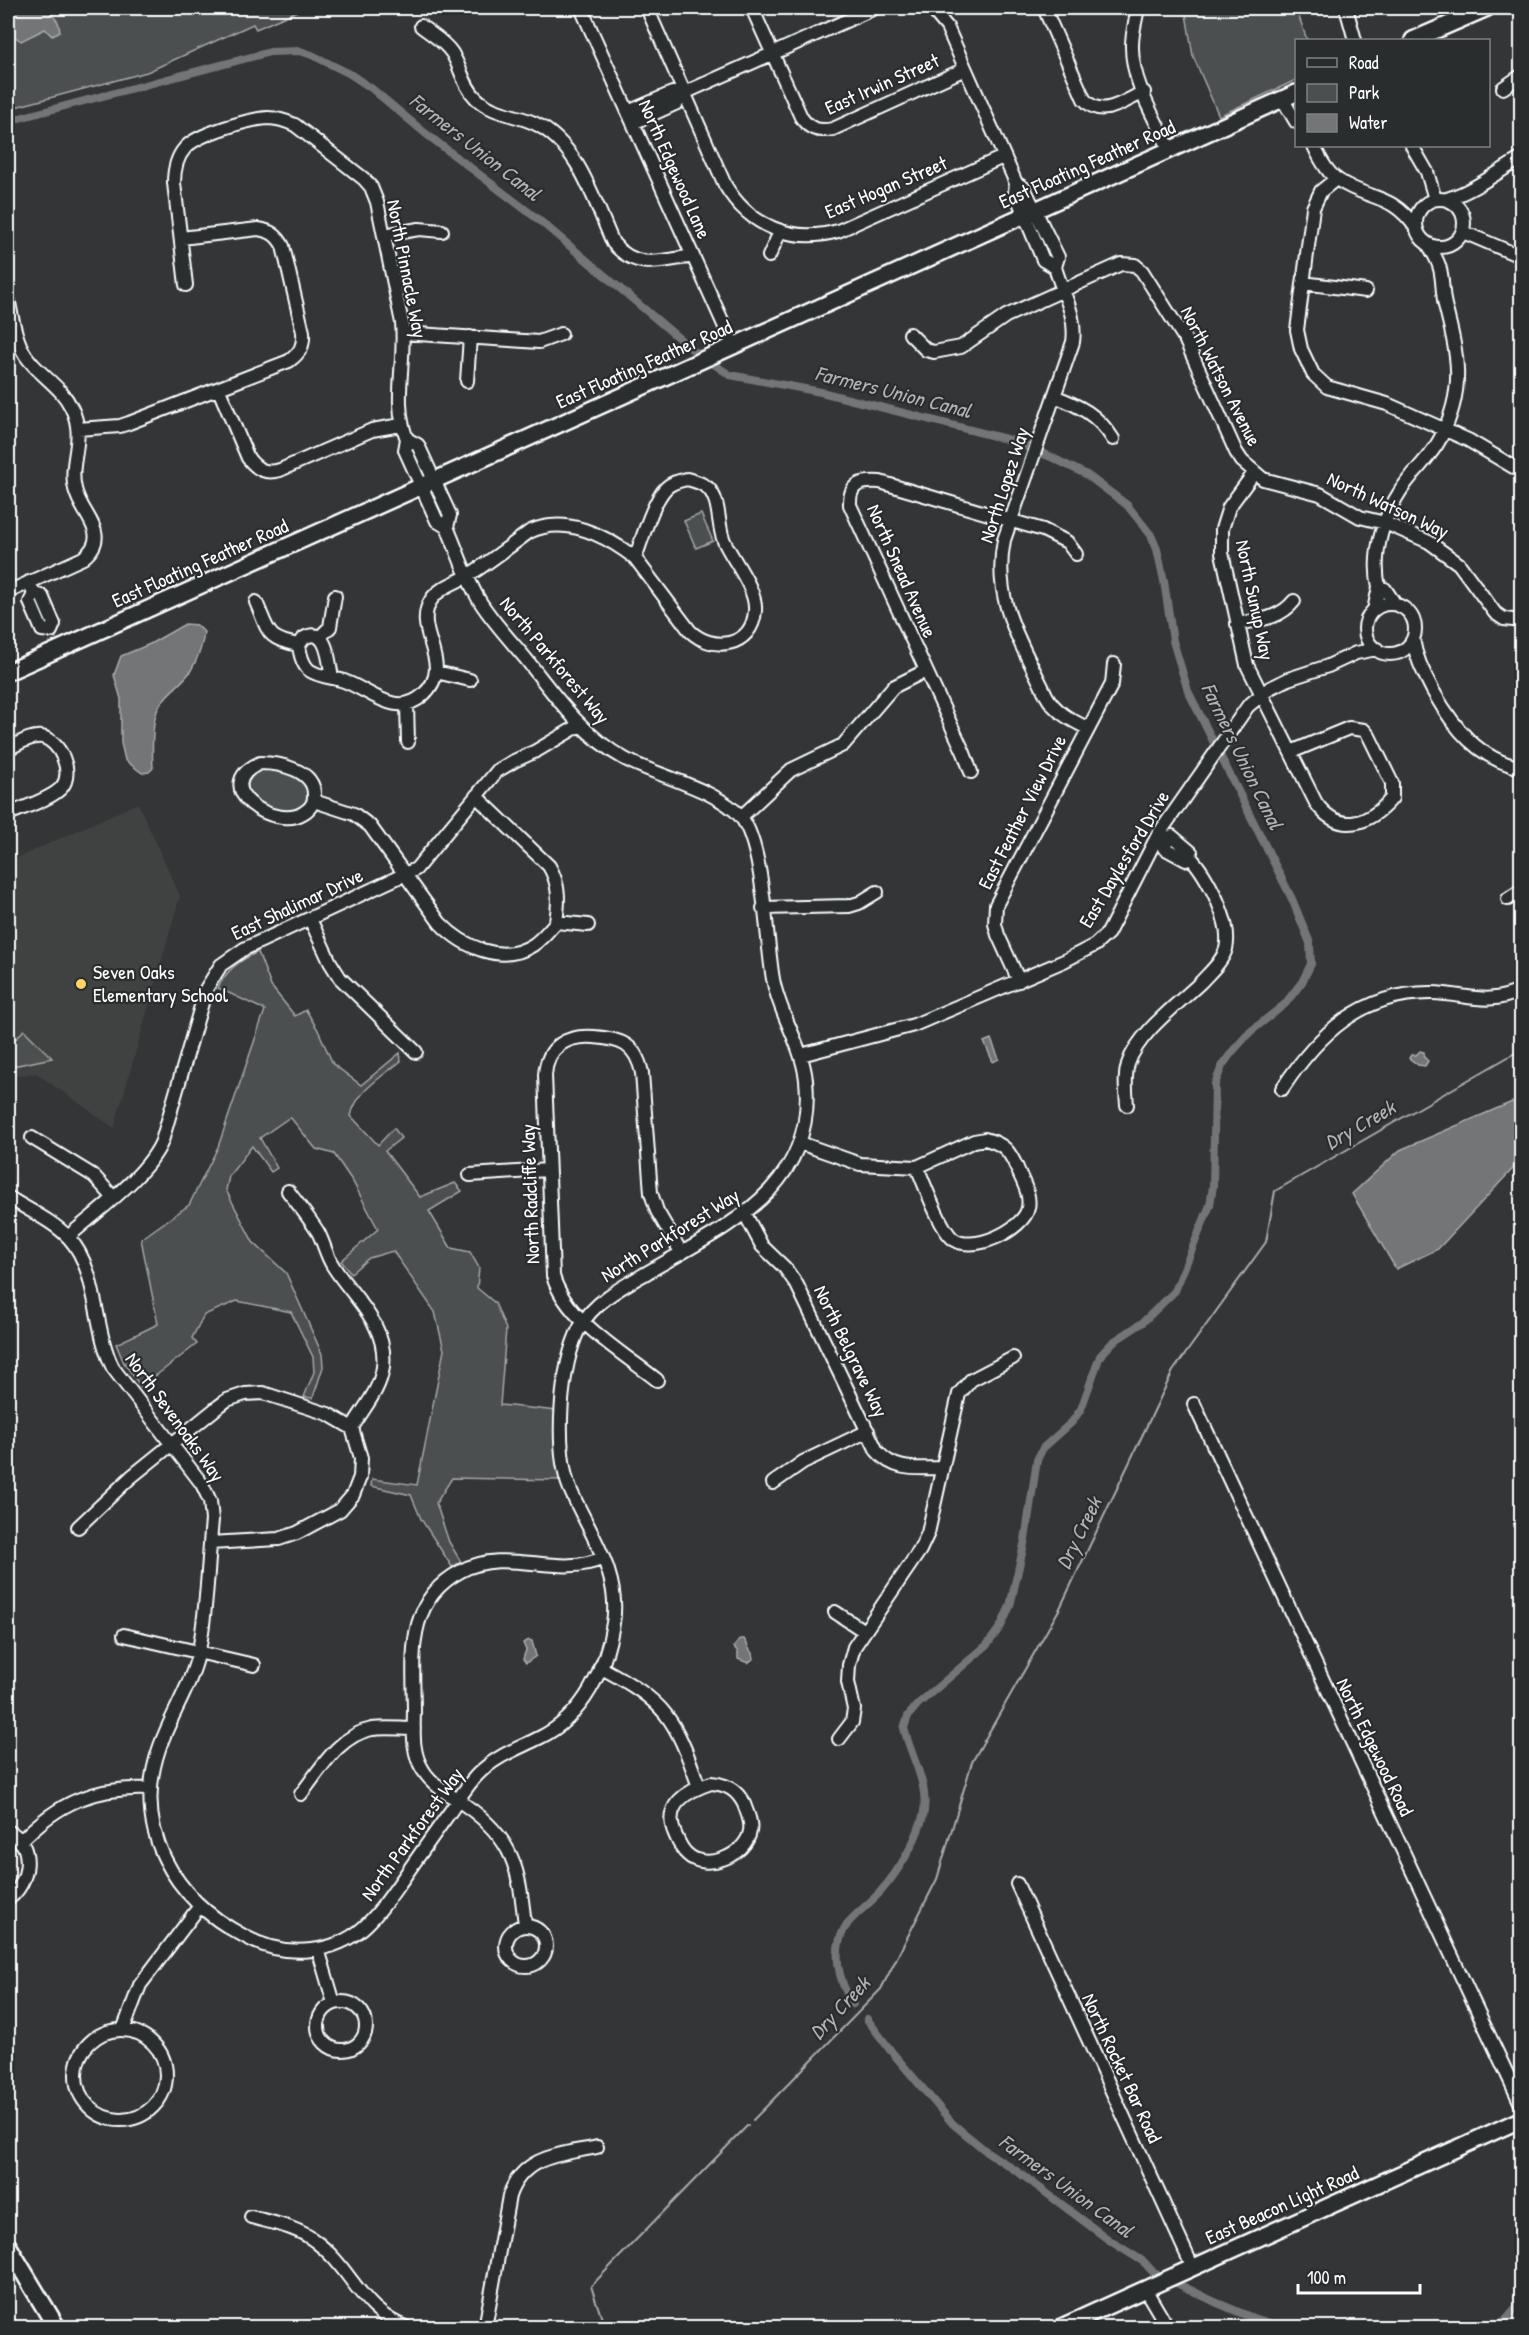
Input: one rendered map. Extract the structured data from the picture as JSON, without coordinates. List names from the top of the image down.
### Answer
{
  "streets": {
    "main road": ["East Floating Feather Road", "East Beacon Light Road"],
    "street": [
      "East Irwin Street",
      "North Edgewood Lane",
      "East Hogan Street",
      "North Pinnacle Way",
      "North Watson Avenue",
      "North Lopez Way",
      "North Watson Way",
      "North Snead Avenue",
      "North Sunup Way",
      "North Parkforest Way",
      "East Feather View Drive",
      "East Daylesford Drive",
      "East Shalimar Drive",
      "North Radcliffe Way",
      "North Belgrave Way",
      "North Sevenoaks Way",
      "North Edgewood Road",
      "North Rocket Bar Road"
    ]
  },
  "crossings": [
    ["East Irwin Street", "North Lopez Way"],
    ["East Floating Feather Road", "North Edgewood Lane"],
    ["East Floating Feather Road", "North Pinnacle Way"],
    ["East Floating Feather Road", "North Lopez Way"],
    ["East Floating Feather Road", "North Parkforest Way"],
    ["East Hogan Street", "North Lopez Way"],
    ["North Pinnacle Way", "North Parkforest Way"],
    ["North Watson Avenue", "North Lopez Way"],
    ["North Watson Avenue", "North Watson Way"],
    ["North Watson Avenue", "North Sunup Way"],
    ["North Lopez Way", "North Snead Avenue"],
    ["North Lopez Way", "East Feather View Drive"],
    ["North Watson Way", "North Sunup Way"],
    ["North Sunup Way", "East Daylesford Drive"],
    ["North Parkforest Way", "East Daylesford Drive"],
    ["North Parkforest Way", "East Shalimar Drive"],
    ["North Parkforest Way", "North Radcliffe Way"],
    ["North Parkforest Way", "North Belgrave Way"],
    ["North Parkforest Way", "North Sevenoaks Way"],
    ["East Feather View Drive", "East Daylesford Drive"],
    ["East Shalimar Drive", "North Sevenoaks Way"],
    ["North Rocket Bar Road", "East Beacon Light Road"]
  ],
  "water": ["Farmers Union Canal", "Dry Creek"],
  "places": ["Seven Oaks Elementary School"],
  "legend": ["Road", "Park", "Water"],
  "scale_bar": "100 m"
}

Task prompt —
Return every line of the data above in which "Hogan" appears.

Exercise solution —
      "East Hogan Street",
    ["East Hogan Street", "North Lopez Way"],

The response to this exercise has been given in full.